Sun. Feb 5th, 2023
The N64 is one of the new emulators added for OpenEmu 2.0.
Enlarge / The N64 is one of the new emulators added for OpenEmu 2.0.

The makers of OpenEmu, the attractive multi-console emulator front-end for OS X, have released version 2.0 of the software just in time for the holiday season. OpenEmu 2.0 redesigns the user interface, adds real-time rewind for gameplay, can organize screenshots and save states, adds over 80 homebrew games, and makes other improvements. But the biggest reason to update is that the front-end now supports 16 new consoles, including early 3D systems like the Nintendo 64 and Sony PlayStation.

The full list of consoles (and the emulator “cores” that actually do the heavy lifting) can be found below.

  • Atari 5200 (Atari800)
  • Atari 7800 (ProSystem)
  • Atari Lynx (Mednafen)
  • ColecoVision (CrabEmu)
  • Famicom Disk System (Nestopia)
  • Intelligence (Bliss)
  • Nintendo 64 (Mupen64Plus)
  • Odyssey²/Videopac+ (O2EM)
  • PC-FX (mednafen)
  • SG-1000 (CrabEmo)
  • Sega CD (GenesisPlus)
  • Sony PSP (PPSSPP)
  • Sony Playstation (Mednafen)
  • TurboGrafx CD/PCE CD (Mednafen)
  • Vectrex (VecXGL)
  • Wonder Swan (Mednafen)

Those wishing to play disc-based games should refer to this section of the user guide, which describes the specific formats in which to save your game backups.

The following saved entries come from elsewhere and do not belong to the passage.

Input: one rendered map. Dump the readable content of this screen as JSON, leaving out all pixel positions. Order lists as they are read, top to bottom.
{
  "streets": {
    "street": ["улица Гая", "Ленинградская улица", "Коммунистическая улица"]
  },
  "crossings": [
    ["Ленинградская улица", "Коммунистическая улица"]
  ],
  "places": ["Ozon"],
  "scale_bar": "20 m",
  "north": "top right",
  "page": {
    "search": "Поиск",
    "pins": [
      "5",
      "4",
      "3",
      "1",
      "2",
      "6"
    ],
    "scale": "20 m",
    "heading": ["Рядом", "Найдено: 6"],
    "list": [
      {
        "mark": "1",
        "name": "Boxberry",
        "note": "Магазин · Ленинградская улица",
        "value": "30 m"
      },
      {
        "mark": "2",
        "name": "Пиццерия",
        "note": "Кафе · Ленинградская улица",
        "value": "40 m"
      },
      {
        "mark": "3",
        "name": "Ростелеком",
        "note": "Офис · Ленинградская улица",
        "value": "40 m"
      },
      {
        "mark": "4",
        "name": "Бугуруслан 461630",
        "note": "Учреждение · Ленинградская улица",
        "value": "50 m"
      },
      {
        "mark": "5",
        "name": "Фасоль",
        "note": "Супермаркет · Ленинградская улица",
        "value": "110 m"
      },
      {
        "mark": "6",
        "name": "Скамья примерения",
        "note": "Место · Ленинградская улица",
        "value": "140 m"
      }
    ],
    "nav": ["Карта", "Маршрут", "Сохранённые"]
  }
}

Many of the newer consoles also require BIOS files to run properly.

OpenEmu 2.0 still has much of the same strengths and weaknesses as the first release: it makes configuring gamepads and various emulation cores quite easy, and it’s a great way to visualize and organize collections of games, but it still lacks the 10 -foot, controller-driven UI you’d want if you connected your Mac to a television (the feature request is on the team’s radar, but doesn’t seem to be a priority). OpenEmu 2.0 requires OS X 10.11, so those of you who haven’t yet upgraded will want to do this first.